Jorge Guillen and Reid Ramirez

November 17 - December 15, 2019
Opening reception:
Saturday, November 16, 7—10pm

Motel is pleased to announce Slipstream, an exhibition of new paintings by Jorge Guillen and Reid Ramirez, opening Saturday, November 16 and on view through December 15, 2019.

The painting that I have recently been working on revolves around the idea of the “angle of reflection.” In the game of pool, the angle of reflection refers to what the ball will do mathematically when shot at a certain angle. If you shoot a ball at 30 degrees, it will bounce back at 30 degrees. The title and idea of this painting comes from thinking about that as a perspective of life and how every choice we make depends on the outcome that we want and if we don’t completely understand that math or concept then we can’t expect to know the outcome.
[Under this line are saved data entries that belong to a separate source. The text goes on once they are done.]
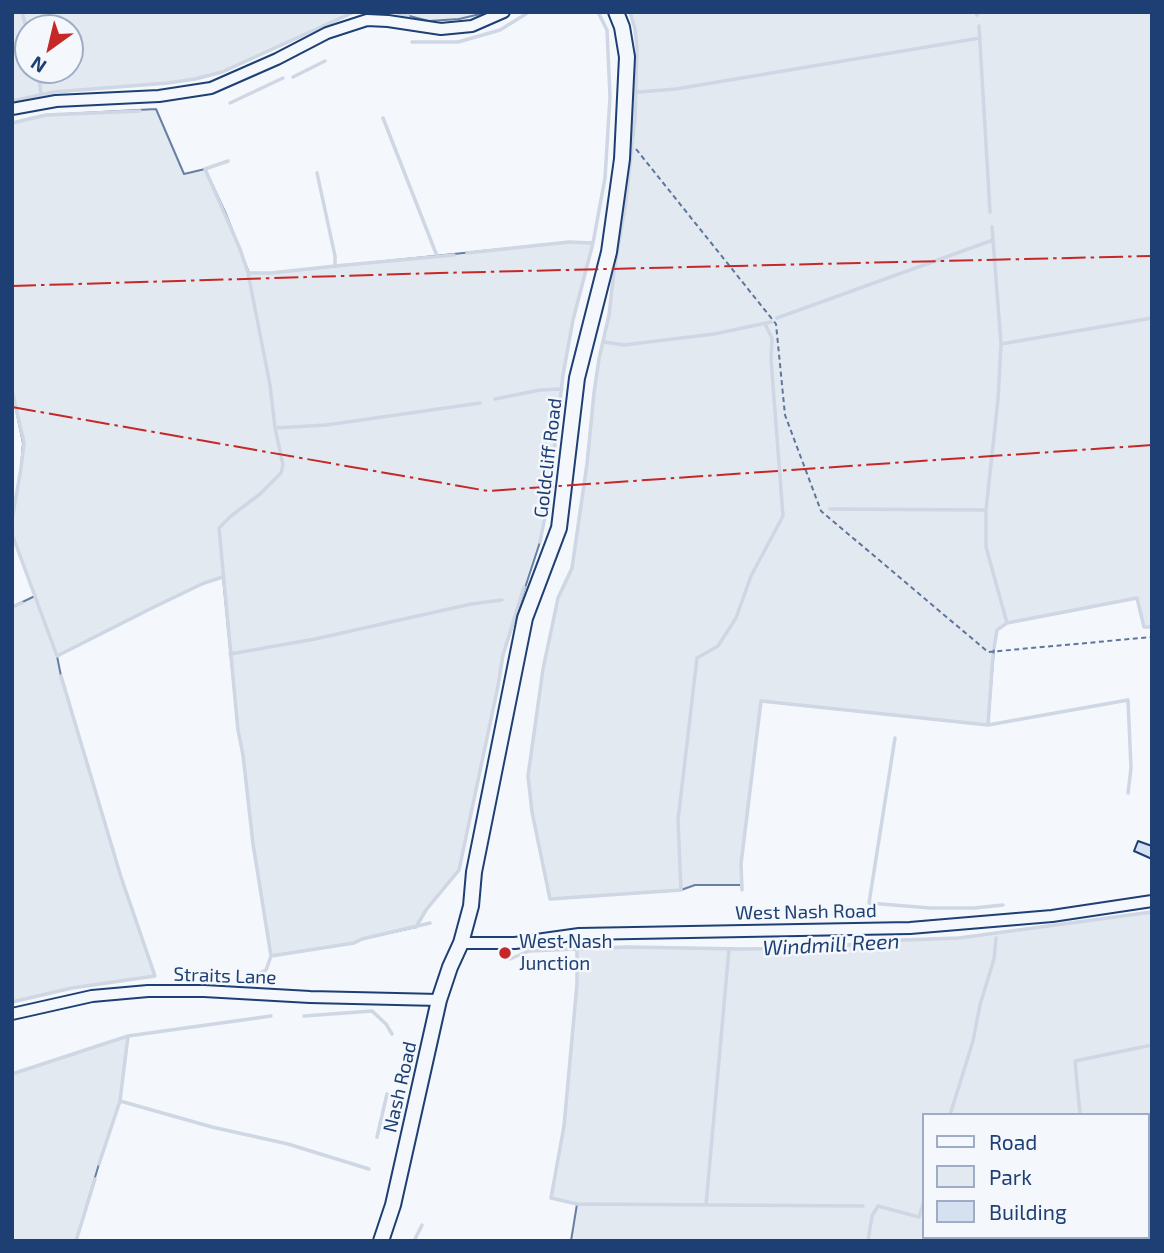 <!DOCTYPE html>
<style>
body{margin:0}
#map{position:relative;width:1164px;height:1253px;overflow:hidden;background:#f4f7fb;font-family:"Exo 2",sans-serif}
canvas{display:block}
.frame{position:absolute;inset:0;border:14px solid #1d3f73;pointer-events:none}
.legend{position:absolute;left:922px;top:1113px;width:228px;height:126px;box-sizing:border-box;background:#f4f7fb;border:2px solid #9eadc5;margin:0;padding:9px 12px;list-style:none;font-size:21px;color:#1d3f73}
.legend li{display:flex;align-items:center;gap:14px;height:35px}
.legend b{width:35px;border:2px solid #9eadc5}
.north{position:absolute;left:14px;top:14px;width:70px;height:70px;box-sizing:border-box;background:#f4f7fb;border:2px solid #9eadc5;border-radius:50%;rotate:214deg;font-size:19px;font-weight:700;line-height:28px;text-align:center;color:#1d3f73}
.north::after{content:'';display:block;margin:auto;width:24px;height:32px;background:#c62828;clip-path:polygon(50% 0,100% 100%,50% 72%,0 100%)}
</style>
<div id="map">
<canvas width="1164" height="1253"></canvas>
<div class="frame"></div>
<ul class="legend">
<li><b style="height:9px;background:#f4f7fb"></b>Road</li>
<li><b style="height:19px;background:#e3e9f0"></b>Park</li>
<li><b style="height:19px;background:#d5e0f0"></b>Building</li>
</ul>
<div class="north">N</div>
</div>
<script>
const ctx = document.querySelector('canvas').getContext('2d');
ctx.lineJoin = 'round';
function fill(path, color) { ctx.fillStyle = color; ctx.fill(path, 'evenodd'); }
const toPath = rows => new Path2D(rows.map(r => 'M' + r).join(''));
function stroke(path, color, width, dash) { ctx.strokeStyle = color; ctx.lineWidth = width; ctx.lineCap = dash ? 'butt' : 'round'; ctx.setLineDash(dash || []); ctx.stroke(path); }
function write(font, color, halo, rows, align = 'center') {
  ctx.font = font + ' "Exo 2",sans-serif'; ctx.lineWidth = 5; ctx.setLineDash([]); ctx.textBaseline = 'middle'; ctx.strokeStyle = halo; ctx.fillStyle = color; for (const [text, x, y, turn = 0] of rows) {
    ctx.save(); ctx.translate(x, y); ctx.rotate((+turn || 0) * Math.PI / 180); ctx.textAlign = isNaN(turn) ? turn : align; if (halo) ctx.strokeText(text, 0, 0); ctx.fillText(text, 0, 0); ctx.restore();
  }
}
const green = toPath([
 [12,12,354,12,222,72,195,79,168,83,54,92,12,101,12,12],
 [28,28,70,28,70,70,28,70,28,28],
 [394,12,489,12,459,19,429,21,394,12],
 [630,12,1152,12,1152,627,1144,627,1137,598,1007,623,997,630,994,648,988,725,761,701,741,864,742,885,695,885,681,890,550,899,532,812,528,776,543,669,553,622,558,598,572,568,587,464,594,393,599,359,609,315,614,271,626,201,635,118,637,48,635,29,630,12],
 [156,109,184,174,205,169,226,214,249,273,271,273,569,242,593,243,573,320,563,375,549,496,540,542,503,655,498,686,459,870,426,910,416,927,362,939,354,943,271,956,253,843,243,755,238,730,223,577,204,583,154,607,57,656,61,676,121,877,155,976,72,988,12,1002,12,607,35,596,12,534,12,520,21,468,23,443,12,390,12,123,46,115,156,109],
 [1152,912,1152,1241,571,1241,577,1204,551,1198,564,1126,577,984,577,949,628,947,743,949,812,948,902,940,959,938,1152,912],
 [924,1115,1148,1115,1148,1237,924,1237,924,1115],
 [128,1036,120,1101,99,1164,76,1241,12,1241,12,1074,128,1036]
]);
fill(green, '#e3e9f0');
stroke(green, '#687fa3', 2);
stroke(toPath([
 [22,12,28,34],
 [394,12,408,16],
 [630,12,635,29,637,48,635,117,626,201,614,271,609,315,599,359,594,393,587,464,572,568,558,598,553,622,543,669,528,776,532,812,550,899,681,890,678,820,697,658,718,646,736,618,751,576,783,516,771,359,772,338,765,324],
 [976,12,977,15],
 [979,26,990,212],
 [412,42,458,42,500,30,529,12],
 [38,70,41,94],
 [293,77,325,61],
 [639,92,676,89,980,38],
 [12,101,54,92,168,83,195,79,222,72,354,12],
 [230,103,283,78],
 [383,118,437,256],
 [12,123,46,115,140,111],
 [228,161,205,169,240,249,248,273,270,385,275,428,283,465,281,473,260,494,231,516,219,528,238,730,243,755,253,844,271,956,266,970,255,976],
 [317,173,335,256,335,266],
 [1152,218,1152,222],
 [992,227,1001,344,998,399,986,510,986,547,1007,623],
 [467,253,569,242,593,243],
 [248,273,271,273,335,266,454,255],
 [777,318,993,240],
 [604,342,624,345,714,334,771,322],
 [1001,344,1152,318],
 [12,390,24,443,21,468,12,520],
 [495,399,540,390,562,389],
 [275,428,326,425,480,403],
 [830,509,986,510],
 [12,534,57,656,154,607,204,583,223,577],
 [540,542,549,496,563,375,573,320,593,243,605,178,610,97,607,30,598,12],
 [12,607,22,603],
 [994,648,997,630,1007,623,1137,598,1144,627,1152,627],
 [230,654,315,639,471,604,502,600],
 [988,725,993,655],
 [895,738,869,903,930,908,974,908,1003,905],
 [742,890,741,864,761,701,988,725,1128,700,1131,768,1128,793],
 [416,927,426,910,459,870,498,686,503,655,524,587],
 [577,949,577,984,564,1126,551,1198,577,1204,863,1206],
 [271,956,354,943,362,939,430,923],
 [510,959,529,951,628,947,743,949,812,948,902,940,959,938,1152,912],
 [12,1002,72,988,155,976,121,877,61,676],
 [304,1016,372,1011,386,1024,392,1034],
 [12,1074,128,1036,271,1016],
 [120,1101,212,1127,288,1144,369,1169],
 [950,1115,973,1041,980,1005,994,959,996,938],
 [1080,1115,1075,1061,1152,1045],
 [377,1137,387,1094],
 [99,1164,120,1101,128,1036],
 [706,1205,729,949],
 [1089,1237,1090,1241],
 [76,1241,95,1179],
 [414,1241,422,1225],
 [868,1241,872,1216,878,1206,919,1217,924,1201]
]), '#cfd7e4', 3.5);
const building = toPath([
 [1138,841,1152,846,1152,859,1134,851,1138,841]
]);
fill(building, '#d5e0f0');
stroke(building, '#1d3f73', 2);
const street = toPath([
 [12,109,56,101,159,96,211,88,277,59,327,33,367,20,388,21,441,29,472,26,504,12],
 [461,943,515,943,579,934,910,928,1052,916,1152,901],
 [12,1014,92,996,148,991,204,991,310,997,439,1000]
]);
const secondary = toPath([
 [381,1241,393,1205,439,1000,450,967,461,943,471,906,474,872,525,618,559,528,577,378,609,252,622,159,627,57,622,27,616,12]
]);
stroke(street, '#1d3f73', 14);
stroke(secondary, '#1d3f73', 18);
stroke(toPath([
 [636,149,776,324,785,415,821,511,988,652,1152,637]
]), '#5e769c', 2, [5, 3.5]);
stroke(street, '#f4f7fb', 10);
stroke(secondary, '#f4f7fb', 14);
stroke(toPath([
 [12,286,439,273,1152,256],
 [12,407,488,491,1152,445]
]), '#c62828', 2, [24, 5, 3.5, 5]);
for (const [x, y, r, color] of [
 [505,953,7,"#c62828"]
]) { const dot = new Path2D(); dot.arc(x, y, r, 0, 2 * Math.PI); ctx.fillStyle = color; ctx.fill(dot); stroke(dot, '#f4f7fb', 2.5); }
write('19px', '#1d3f73', '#f4f7fb', [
 ["Goldcliff Road",548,458,-83],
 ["West Nash Road",806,912,-1],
 ["Straits Lane",225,976,2],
 ["Nash Road",400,1087,-77]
]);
write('19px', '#1d3f73', '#f4f7fb', [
 ["West Nash",519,942],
 ["Junction",519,964]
], 'left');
write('italic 21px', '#1d3f73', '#f4f7fb', [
 ["Windmill Reen",831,945,-3]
]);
</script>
I remember as a kid my dad always wanted a pool table. We never had a full-sized one, but I remember having a small kid-version. At this point in time my family and I lived in an apartment. We barely had space for anything with my entire family living in one bedroom and my cousin living in the second and my uncle in the third. Some of my other cousins at the time had purchased a house and they had a pool in the backyard and a pool table in the basement. I didn’t understand at the time, but to my dad that represented a sign of wealth—that you had made it. I think having space in general represented wealth and having space for a pool table represented it even more.

Now I think of the pool hall as a place for my friends and I to hangout, play a game and have a cheap pitcher of beer. None of us are wealthy, but what it represents for us is different than what it meant for my dad.


Around the time I was working on Spill and Celery I was reading a book called Do Metaphors Dream of Literal Sleep? by Seo-Young Chu. There's a part in the introduction that describes a specific metaphor involving celery, coffee and cream. She describes how the metaphor unfolds in the mind making for a complicatedly active image. When I was reading this section, I accidentally spilled an entire cup of coffee on the book. It felt very strange in the moment and the book is now coffee stained in that part, reinforcing the memory with a brown visual marker. I had already been interested in the images of spilled water on white formica in my kitchen and was making the painting about this one particular spill that I took an image of. After this incident with the coffee, I decided that I needed to add an aspect of the experience into the painting. Celery as a word and a flavor seemed to make sense in relation to the skin of the baby being described by Chu. The spill in the painting takes on an otherworldly figuration, and the green of the "celery" increases an unsettling slippage in the picture.